Normalmente en verano recogemos "ginebrons" (enebros en catalán), para preparar la ginebra casera, este año al no haber llovido nos quedamos sin cosecha, pero anteayer aprovechando que
hacía un día magnífico, aunque encontramos los ríos y torrenteras helados, nos fuimos a dar un paseo y aprovechamos para recoger enebros, aunque estos frutos ya empezaban a estar algo arrugadillos, aún nos hicimos con unos cuantos, por lo que he podido preparar estas galletas de delicado perfume.
Ingredientes:
100 gr. de azúcar
200 gr. de mantequilla reblandecida
1 huevo
350 gr. de harina

16 bayas de enebro
3 cucharadas de postre de licor de enebros
Elaboración
Machacar con un triturador de ajos las bayas de enebro, sale muy poquita pulpa, ya que el enebro sin piel ni pipas realmente es poca cosa.
Mezclar con la batidora, el azúcar y la mantequilla, cuando hayamos conseguido una crema suave añadirle un huevo ligeramente batido, seguir batiendo, a continuación incorporar la pulpa de enebro y el licor, por último y poco a poco la harina.
Terminar de amasar a mano.
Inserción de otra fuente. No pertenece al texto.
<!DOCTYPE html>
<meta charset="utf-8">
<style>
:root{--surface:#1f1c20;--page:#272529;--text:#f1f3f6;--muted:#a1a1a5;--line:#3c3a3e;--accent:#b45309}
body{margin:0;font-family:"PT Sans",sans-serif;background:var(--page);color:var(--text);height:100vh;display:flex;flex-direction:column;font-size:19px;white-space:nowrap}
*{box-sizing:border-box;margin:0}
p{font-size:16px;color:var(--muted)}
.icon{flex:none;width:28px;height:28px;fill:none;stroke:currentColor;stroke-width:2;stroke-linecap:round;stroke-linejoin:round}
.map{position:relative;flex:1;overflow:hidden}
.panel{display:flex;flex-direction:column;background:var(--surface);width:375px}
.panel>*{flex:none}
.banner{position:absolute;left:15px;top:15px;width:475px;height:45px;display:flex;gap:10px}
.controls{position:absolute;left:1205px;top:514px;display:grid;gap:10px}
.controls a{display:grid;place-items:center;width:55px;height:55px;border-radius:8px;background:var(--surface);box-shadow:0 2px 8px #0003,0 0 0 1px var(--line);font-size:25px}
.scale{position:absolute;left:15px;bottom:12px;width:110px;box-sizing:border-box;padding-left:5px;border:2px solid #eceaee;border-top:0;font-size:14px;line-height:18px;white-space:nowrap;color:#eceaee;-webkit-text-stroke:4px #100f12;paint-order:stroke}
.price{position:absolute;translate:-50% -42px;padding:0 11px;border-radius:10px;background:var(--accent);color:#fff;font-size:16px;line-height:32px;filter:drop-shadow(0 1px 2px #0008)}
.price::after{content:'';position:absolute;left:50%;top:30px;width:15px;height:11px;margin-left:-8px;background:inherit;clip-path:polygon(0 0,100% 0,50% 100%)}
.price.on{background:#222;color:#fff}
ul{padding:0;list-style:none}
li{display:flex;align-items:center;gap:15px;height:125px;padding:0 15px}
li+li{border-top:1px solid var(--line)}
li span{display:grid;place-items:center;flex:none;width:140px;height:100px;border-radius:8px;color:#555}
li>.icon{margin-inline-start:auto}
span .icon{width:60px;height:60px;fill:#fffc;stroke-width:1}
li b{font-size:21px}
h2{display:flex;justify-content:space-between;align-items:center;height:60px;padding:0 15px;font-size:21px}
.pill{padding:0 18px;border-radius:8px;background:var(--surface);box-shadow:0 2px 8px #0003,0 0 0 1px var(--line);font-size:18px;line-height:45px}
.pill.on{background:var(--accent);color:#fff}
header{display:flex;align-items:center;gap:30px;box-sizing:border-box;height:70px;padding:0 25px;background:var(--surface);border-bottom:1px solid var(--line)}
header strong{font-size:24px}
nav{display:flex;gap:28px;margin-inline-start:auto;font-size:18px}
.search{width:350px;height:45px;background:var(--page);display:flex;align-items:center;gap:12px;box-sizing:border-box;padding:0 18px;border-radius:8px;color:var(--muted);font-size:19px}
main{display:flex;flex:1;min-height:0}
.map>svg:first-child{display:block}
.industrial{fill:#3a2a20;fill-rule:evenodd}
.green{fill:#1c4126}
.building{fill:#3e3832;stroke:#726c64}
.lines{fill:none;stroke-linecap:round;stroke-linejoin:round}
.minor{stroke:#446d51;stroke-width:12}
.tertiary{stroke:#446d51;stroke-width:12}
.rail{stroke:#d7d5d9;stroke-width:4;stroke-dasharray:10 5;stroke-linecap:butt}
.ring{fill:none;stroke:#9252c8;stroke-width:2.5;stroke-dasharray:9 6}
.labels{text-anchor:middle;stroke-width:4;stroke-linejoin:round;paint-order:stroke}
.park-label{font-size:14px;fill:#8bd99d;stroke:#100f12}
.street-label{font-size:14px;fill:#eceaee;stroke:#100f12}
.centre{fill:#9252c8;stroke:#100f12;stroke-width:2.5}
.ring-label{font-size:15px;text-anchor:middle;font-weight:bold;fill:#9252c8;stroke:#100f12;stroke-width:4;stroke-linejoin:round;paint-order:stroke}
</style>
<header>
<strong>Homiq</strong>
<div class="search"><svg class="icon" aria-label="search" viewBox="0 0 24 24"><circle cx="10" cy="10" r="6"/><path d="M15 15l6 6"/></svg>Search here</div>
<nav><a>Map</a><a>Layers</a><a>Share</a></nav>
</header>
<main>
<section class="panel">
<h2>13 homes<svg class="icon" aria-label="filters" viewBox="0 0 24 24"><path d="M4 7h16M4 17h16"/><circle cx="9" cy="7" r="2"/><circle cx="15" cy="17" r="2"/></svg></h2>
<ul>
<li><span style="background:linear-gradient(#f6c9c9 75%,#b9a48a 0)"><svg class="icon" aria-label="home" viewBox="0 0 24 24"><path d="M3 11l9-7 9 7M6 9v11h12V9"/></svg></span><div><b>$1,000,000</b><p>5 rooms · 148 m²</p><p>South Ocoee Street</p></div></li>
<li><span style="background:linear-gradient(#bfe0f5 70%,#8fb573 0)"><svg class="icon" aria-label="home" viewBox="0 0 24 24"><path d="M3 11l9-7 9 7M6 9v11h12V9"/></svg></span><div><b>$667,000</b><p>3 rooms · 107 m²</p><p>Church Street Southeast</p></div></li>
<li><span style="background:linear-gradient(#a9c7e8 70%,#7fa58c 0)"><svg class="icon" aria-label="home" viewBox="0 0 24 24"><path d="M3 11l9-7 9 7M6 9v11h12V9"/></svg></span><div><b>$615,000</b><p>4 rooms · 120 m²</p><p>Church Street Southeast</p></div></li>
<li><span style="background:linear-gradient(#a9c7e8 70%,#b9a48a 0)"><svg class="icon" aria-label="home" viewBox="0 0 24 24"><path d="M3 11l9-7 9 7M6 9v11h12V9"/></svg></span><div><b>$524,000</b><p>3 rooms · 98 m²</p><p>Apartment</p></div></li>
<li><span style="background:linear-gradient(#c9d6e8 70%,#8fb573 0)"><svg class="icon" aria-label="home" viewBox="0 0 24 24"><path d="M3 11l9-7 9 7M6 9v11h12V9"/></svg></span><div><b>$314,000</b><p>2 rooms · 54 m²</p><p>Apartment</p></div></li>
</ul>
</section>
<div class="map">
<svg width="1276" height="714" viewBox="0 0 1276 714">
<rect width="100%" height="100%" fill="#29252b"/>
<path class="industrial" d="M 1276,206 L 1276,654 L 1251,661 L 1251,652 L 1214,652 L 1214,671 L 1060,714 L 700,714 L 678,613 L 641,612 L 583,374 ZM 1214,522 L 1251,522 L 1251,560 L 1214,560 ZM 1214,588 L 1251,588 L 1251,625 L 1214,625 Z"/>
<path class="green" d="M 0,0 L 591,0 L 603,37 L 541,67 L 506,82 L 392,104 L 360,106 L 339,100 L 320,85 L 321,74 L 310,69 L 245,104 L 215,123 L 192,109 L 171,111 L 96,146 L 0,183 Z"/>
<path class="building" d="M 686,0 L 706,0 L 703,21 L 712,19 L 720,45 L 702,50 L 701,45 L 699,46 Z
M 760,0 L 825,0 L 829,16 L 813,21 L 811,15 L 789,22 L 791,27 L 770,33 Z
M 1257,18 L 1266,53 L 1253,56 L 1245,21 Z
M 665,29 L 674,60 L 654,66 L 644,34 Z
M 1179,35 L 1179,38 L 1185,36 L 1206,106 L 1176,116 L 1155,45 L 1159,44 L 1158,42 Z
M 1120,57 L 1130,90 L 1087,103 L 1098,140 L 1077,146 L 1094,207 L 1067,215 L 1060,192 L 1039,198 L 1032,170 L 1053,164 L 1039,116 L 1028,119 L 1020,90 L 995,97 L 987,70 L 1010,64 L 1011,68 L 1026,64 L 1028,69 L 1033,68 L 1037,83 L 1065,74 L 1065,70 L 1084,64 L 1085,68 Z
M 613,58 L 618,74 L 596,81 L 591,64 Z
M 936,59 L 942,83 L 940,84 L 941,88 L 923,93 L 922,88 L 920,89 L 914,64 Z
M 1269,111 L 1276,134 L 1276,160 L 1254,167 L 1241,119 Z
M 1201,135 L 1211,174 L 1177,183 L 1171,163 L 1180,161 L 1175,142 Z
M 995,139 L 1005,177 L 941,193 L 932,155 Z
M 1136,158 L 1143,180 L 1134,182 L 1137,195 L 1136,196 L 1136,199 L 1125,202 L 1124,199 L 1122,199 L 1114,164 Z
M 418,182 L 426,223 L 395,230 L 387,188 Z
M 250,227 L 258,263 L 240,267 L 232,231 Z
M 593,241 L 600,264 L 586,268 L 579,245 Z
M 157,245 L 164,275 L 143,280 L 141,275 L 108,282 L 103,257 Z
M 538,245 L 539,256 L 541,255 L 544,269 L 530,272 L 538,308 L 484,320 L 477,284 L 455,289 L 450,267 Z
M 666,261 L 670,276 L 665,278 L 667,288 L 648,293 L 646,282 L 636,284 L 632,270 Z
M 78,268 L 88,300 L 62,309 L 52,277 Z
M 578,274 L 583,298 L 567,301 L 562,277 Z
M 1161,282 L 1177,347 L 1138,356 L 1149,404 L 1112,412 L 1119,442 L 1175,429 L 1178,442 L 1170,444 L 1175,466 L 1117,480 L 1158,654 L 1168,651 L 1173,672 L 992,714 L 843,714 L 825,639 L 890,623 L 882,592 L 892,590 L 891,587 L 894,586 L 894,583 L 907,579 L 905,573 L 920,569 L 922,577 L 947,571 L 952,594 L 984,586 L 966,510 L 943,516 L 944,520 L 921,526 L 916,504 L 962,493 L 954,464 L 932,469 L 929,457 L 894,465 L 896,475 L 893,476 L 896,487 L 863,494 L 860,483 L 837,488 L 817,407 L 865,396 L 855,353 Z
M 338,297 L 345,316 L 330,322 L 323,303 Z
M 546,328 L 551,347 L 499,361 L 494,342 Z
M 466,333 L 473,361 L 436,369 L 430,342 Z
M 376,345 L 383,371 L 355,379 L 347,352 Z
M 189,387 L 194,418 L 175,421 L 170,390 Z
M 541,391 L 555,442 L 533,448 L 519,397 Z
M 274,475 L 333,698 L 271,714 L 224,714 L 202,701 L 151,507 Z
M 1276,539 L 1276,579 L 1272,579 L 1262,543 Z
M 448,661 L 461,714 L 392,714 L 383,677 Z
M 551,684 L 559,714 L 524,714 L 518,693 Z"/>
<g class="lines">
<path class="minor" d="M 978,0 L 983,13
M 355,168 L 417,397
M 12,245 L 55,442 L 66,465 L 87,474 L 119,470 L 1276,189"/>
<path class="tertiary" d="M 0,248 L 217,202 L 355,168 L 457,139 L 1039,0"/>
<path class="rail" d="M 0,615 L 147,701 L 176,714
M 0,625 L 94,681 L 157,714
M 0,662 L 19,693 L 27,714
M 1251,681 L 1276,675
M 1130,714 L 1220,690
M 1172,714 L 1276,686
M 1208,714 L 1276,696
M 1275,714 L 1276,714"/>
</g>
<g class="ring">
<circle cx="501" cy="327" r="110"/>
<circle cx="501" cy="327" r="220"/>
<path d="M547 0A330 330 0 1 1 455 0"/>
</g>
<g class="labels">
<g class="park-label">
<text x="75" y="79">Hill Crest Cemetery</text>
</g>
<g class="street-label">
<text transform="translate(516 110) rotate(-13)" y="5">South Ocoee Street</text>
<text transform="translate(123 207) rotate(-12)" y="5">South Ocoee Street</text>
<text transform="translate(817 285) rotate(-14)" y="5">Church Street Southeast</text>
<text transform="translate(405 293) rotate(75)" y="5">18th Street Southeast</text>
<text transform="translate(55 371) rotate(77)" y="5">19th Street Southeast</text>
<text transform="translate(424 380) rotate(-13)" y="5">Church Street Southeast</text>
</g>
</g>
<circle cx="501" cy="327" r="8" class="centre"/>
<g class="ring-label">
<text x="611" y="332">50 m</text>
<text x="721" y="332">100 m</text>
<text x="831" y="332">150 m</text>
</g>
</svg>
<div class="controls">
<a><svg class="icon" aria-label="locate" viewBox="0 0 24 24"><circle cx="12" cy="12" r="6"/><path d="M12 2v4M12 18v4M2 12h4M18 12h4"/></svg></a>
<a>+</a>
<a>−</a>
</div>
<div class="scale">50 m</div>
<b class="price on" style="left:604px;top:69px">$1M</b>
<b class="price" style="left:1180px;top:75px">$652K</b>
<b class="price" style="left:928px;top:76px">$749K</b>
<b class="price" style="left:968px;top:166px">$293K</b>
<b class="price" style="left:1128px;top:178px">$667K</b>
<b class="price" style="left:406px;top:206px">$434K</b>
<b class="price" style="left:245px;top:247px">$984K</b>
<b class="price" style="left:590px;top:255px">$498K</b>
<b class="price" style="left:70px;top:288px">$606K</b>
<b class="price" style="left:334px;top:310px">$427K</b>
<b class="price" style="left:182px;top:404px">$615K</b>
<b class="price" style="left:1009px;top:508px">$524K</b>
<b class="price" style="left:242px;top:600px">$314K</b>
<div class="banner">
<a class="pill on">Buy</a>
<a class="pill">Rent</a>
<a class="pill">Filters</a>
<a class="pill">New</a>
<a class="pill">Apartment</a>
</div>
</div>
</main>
Hacer una bola con la masa y dividirla en cuatro porciones.
Con un rodillo trabajar cada una de las partes entre dos papeles film, dejándolas de un grosor de 7 cm. Si no tenéis rodillo especial con discos de medida, utilizar unas varillas de madera que os podrá hacer cualquier carpintero con el grosor que deseéis. Colocar las cuatro porciones en la nevera mejor de un día para otro.
Una vez haya terminado el reposo darles forma con cortapastas y llevar al horno precalentado a 180º, durante doce minutos. Sacar del horno y dejar enfríar sobre una rejillla.
Nota: Si queréis hacer licor de enebros, simplemente mezclar aguardiente con enebros. En una botella llenar hasta la mitad de enebros, añadir una barra de canela y unos granos de café. Dejar reposar en sitio oscuro durante unos cuatro meses, filtrar y ya está listo. Para quien prefiere los licores dulces se le puede añadir azúcar. De este licor conviene no abusar pues podría provocar problemas a las personas que tengan problemas de riñón o de intestino.